At the same time, the earthquake has fuelled much innovation and resilience. Hundreds of young Nepalis who might otherwise have ended up as poorly-paid migrant workers in the Gulf have instead been trained as engineers to oversee rebuilding work in the worst-affected rural areas.
“It was a major achievement and commitment for the government to hire and deploy close to 3,000 engineers to support the reconstruction,” says Kennedy. It also means they play a key role in rebuilding their country as well as providing technical capacity to local authorities in the future.

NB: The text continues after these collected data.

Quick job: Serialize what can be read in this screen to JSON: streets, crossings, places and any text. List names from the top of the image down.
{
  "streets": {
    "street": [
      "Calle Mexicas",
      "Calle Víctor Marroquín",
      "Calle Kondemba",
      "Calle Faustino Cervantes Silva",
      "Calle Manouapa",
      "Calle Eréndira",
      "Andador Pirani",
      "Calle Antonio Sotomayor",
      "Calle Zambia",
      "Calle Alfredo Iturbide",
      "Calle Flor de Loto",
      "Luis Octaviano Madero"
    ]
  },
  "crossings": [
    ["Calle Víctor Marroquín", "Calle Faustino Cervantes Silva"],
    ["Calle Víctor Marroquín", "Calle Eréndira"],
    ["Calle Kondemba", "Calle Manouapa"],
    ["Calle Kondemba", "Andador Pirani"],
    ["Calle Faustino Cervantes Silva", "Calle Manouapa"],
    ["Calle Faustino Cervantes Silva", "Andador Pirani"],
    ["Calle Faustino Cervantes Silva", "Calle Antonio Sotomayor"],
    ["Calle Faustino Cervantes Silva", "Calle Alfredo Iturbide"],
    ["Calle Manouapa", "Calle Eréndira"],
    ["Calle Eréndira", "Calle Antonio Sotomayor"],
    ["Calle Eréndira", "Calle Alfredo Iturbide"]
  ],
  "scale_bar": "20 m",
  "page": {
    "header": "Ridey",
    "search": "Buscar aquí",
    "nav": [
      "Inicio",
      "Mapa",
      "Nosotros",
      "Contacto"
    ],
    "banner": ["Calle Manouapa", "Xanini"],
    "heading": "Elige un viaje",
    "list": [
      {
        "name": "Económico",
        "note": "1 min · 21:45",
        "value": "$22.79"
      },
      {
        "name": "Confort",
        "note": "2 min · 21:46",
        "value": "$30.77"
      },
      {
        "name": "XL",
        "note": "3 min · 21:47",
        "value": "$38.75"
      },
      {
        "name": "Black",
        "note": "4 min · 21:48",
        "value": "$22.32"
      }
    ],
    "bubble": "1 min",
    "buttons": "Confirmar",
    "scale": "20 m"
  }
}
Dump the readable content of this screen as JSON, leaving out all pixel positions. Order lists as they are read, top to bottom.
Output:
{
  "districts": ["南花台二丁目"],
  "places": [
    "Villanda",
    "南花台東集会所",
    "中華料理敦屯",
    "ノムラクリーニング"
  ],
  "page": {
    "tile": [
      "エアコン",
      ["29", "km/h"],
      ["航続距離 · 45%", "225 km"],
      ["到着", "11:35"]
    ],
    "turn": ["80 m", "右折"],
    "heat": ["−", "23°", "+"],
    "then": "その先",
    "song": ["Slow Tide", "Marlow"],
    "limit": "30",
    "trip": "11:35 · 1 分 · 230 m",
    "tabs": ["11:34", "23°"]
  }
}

Since 2013, EWBI has been running a design initiative called “Where there is no engineer”, focusing on development solutions, and which is part of the curriculum at engineering courses in DIT and Trinity College. The initiative’s open-source projects have helped communities in Nepal set up and distribute social enterprises, including biochar kilns that burn organic waste material, turning it into biochar that’s then used to improve soil quality.
In May last year, the EWBI team responsible for the biochar kiln project carried out workshops in Bittizor and other villages situated about 100km east of Kathmandu. “Considering almost 70 per cent of people in Nepal are subsistence farmers with small plots of land, a 40 per cent increase in [crop] yield can have a significant benefit,” says Alcock.
Other experts have pointed out that though governments and international agencies surge to help in the immediate aftermath of a major disaster such as the earthquake in Nepal, assistance is just as important in the years that follow.
Limited impact
Maggie Stephenson from Kilkenny, a post-earthquake reconstruction specialist and senior adviser to Nepal’s national reconstruction authority, says the international community can best help countries afflicted by natural disasters by acknowledging that short-term and front-loaded assistance in the first year has limited impact.
“Nepal is going to take at least a decade to recover, anywhere in the world would take that long to recover from such a major crisis, and it requires different kinds of help at different times to do so,” she says. “There were and are lots of supporters involved in Nepal, but it’s not only a question of assisting the most vulnerable directly. It’s about being strategic to support local systems and effect large-scale impacts for recovery.”
In Kathmandu and the valley surrounding it, life today goes on. Its durbar squares – Unesco world heritage sites – are thronged with people socialising and marking festivals. For Kennedy, who cycles through Kathmandu’s chaotic streets to and from her office every day, the working environment is tough and patriarchal, though she points out that’s not unique to Nepal.
“I find the caste system difficult; the longer I’m here the more I realise it influences every interaction,” she says. Other difficulties include the changing of government officials she works with, though with a more stable government now in place she expects that to become less of an issue.
Reflecting on the weeks following the earthquake, Kennedy says she stayed in Nepal and worked for more than two months before taking a break. “It was a planned holiday, it was much needed at that point,” she says. “But then, how lucky are we that we got to go on holidays?”